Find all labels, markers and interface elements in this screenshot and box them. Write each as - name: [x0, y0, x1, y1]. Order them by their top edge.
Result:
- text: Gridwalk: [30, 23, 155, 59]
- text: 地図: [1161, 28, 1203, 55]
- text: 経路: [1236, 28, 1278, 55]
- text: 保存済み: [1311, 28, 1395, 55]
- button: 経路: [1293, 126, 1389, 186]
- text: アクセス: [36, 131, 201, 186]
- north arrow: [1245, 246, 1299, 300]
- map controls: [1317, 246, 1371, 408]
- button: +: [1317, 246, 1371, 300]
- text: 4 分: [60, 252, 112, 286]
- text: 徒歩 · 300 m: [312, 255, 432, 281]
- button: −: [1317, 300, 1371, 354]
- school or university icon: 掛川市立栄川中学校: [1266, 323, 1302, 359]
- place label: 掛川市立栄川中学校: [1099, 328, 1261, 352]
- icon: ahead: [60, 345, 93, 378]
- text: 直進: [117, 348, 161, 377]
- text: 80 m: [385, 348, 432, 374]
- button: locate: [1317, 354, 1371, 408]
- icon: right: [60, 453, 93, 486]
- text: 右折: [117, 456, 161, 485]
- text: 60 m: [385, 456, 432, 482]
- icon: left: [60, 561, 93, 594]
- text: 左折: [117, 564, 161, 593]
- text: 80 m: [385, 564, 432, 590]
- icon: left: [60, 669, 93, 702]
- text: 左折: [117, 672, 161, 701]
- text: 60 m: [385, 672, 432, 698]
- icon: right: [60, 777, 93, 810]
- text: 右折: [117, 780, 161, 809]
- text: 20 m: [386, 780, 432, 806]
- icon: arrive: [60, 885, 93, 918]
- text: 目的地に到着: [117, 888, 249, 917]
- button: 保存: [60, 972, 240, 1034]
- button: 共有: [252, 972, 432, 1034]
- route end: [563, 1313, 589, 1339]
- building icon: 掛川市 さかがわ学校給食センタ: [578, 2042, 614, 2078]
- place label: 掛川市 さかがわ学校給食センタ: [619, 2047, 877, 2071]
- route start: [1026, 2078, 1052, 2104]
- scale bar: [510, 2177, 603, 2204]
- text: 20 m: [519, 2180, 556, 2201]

....

▶ [WHAT YOU HAVE TO DO]:
Your response needs to restate the lines above exactly.

▶ [SOLUTION BELOW]:
Find all labels, markers and interface elements in this screenshot and box them. Write each as - name: [x0, y0, x1, y1]. Order them by their top edge.
Result:
- text: Gridwalk: [30, 23, 155, 59]
- text: 地図: [1161, 28, 1203, 55]
- text: 経路: [1236, 28, 1278, 55]
- text: 保存済み: [1311, 28, 1395, 55]
- button: 経路: [1293, 126, 1389, 186]
- text: アクセス: [36, 131, 201, 186]
- north arrow: [1245, 246, 1299, 300]
- map controls: [1317, 246, 1371, 408]
- button: +: [1317, 246, 1371, 300]
- text: 4 分: [60, 252, 112, 286]
- text: 徒歩 · 300 m: [312, 255, 432, 281]
- button: −: [1317, 300, 1371, 354]
- school or university icon: 掛川市立栄川中学校: [1266, 323, 1302, 359]
- place label: 掛川市立栄川中学校: [1099, 328, 1261, 352]
- icon: ahead: [60, 345, 93, 378]
- text: 直進: [117, 348, 161, 377]
- text: 80 m: [385, 348, 432, 374]
- button: locate: [1317, 354, 1371, 408]
- icon: right: [60, 453, 93, 486]
- text: 右折: [117, 456, 161, 485]
- text: 60 m: [385, 456, 432, 482]
- icon: left: [60, 561, 93, 594]
- text: 左折: [117, 564, 161, 593]
- text: 80 m: [385, 564, 432, 590]
- icon: left: [60, 669, 93, 702]
- text: 左折: [117, 672, 161, 701]
- text: 60 m: [385, 672, 432, 698]
- icon: right: [60, 777, 93, 810]
- text: 右折: [117, 780, 161, 809]
- text: 20 m: [386, 780, 432, 806]
- icon: arrive: [60, 885, 93, 918]
- text: 目的地に到着: [117, 888, 249, 917]
- button: 保存: [60, 972, 240, 1034]
- button: 共有: [252, 972, 432, 1034]
- route end: [563, 1313, 589, 1339]
- building icon: 掛川市 さかがわ学校給食センタ: [578, 2042, 614, 2078]
- place label: 掛川市 さかがわ学校給食センタ: [619, 2047, 877, 2071]
- route start: [1026, 2078, 1052, 2104]
- scale bar: [510, 2177, 603, 2204]
- text: 20 m: [519, 2180, 556, 2201]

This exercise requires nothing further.